Inverse Probleme in der Mathematik: Damit befassen Sie sich in Ihrem Forschungsprojekt – unterstützt durch den Österreichischen Wissenschaftsfonds. Doch was ist das?
BARBARA KALTENBACHER: Im Allgemeinen geht es um die Bestimmung von verborgenen Ursachen aus beobachteten Wirkungen. Konkret geht es darum, physikalische, medizinische, biologische Objekte, die nicht direkt zugänglich sind, über die man aber nähere Informationen braucht, aus indirekten Beobachtungen zu bestimmen und zu beschreiben. Methoden zum Lösen solcher inverser Probleme werden manchmal als „Inverse Verfahren“ bezeichnet.
Wo finden inverse Probleme ihre Anwendung?
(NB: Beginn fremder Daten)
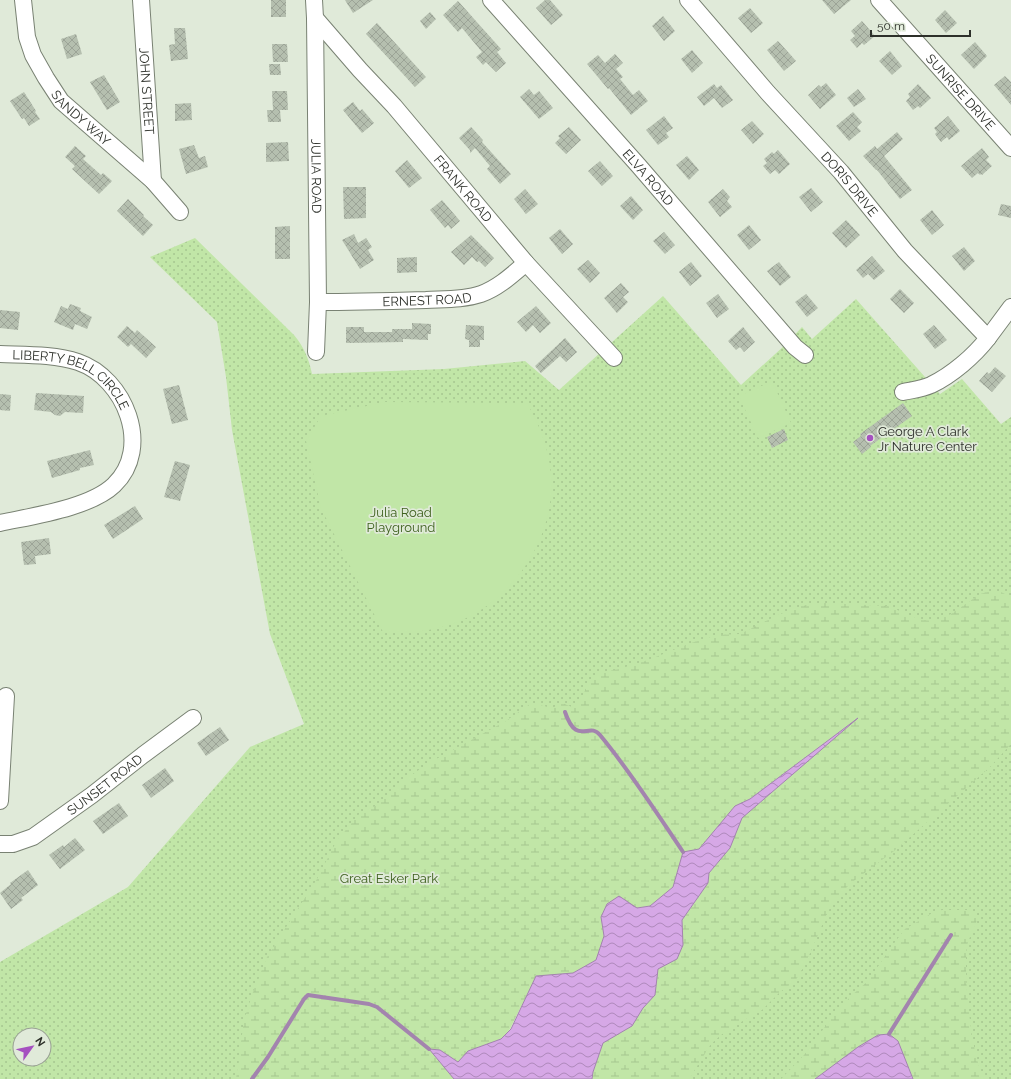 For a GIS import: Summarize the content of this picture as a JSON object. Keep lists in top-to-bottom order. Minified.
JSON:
{"streets":{"street":["JOHN STREET","SUNRISE DRIVE","SANDY WAY","JULIA ROAD","ELVA ROAD","DORIS DRIVE","FRANK ROAD","ERNEST ROAD","LIBERTY BELL CIRCLE","SUNSET ROAD"]},"crossings":[["JOHN STREET","SANDY WAY"],["JULIA ROAD","FRANK ROAD"],["JULIA ROAD","ERNEST ROAD"],["FRANK ROAD","ERNEST ROAD"]],"parks":["Julia Road Playground","Great Esker Park"],"places":["George A Clark Jr Nature Center"],"scale_bar":"50 m","north":"top right"} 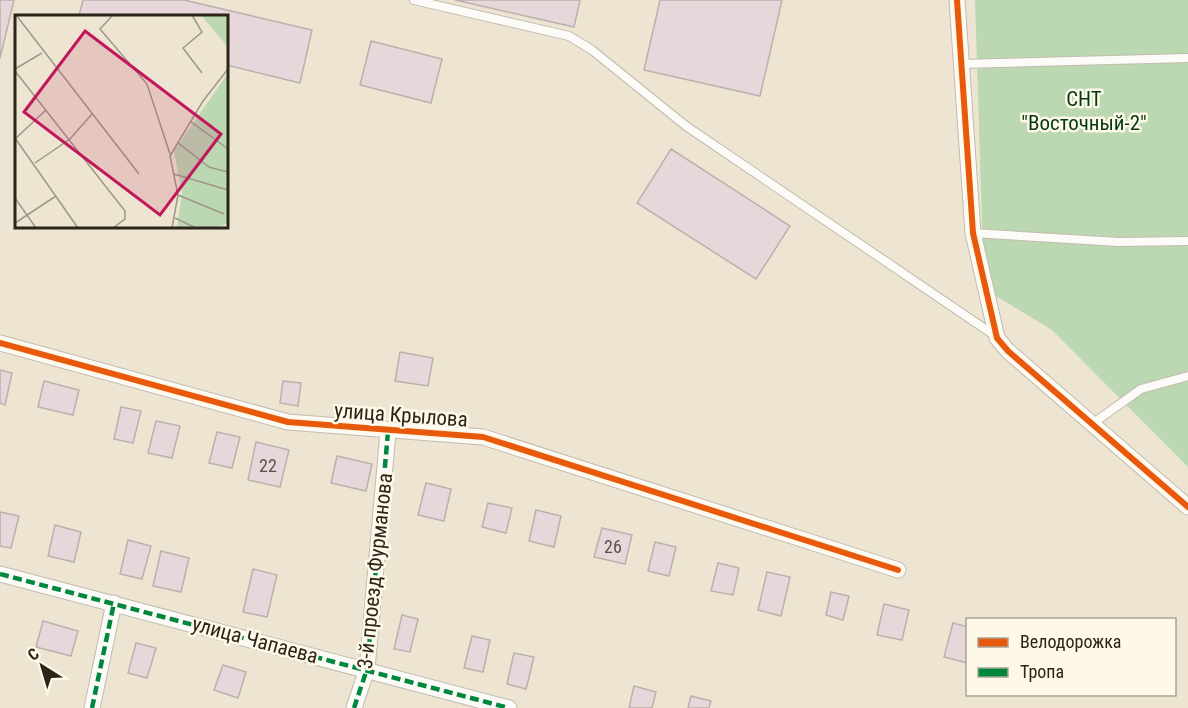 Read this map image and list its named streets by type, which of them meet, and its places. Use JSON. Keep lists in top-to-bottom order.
{
  "streets": {
    "street": ["улица Крылова", "3-й проезд Фурманова", "улица Чапаева"]
  },
  "crossings": [
    ["улица Крылова", "3-й проезд Фурманова"],
    ["3-й проезд Фурманова", "улица Чапаева"]
  ],
  "parks": ["СНТ \"Восточный-2\""],
  "house_numbers": ["22", "26"],
  "legend": ["Велодорожка", "Тропа"],
  "north": "top left"
} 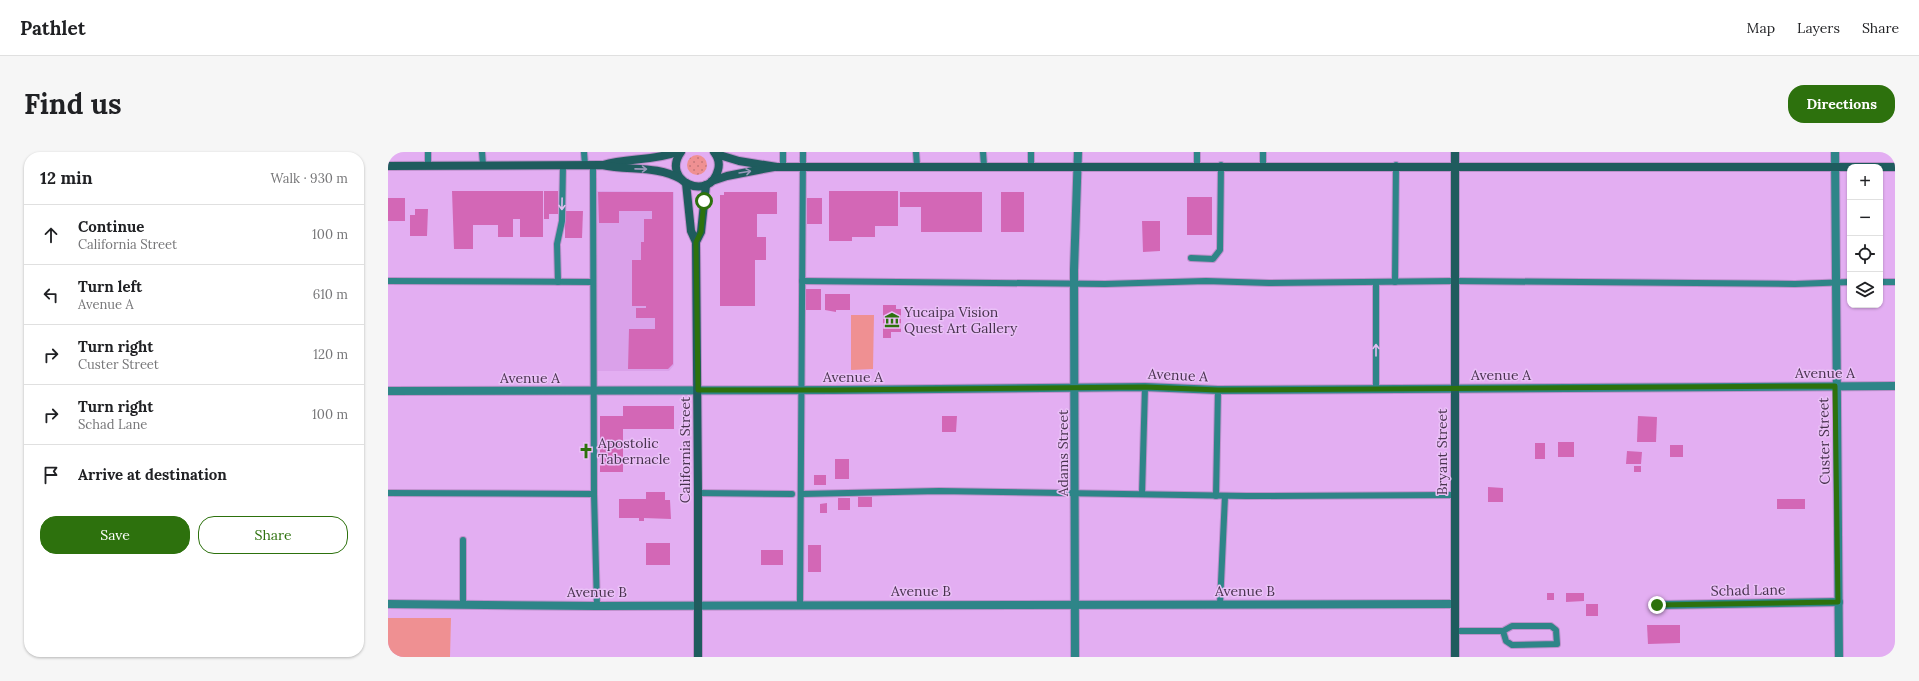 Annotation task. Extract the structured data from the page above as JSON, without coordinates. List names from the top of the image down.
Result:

Stellen Sie sich vor, Sie fahren über eine Brücke, dann möchten Sie sicher sein, dass diese intakt ist. Risse im Inneren des Betons, die sich mit der Zeit bilden, sind oft von außen nicht sichtbar. Man kann aber aus der messbaren Schwingungsreaktion der Brücke auf die Anregungen durch den darüberfahrenden Verkehr solche Defekte lokalisieren. Hier kommen inverse Verfahren zum Einsatz. Im Prinzip ähnlich, aber auf einer anderen Größenskala und nach anderen physikalischen Gesetzen, kann man elektronische Bauteile, von denen es im Auto viele gibt, auf ihre Funktionstüchtigkeit überprüfen, ohne sie zu zerlegen. Man spricht hier von zerstörungsfreier Werkstoffprüfung.
Warum braucht es dafür die Mathematik?
Um bei dem obigen Beispiel zu bleiben: In der zerstörungsfreien Werkstoffprüfung werden inverse Methoden oft von Ingenieuren entworfen. Hier ist die Mathematik nicht nur Ideenlieferant. Sie hat auch die Werkzeuge, um zu beurteilen, ob diese Verfahren funktionieren. Das heißt, das ausrechnen, was sie ausrechnen sollen. Auch bei der Entwicklung eines mathematischen Modells für die realen Gegebenheiten, also um das Problem erst für Berechnungen zugänglich zu machen, ist Mathematik im Einsatz.
Was unterscheidet Ihre Arbeit von der anderer Wissenschaftler in diesem Bereich?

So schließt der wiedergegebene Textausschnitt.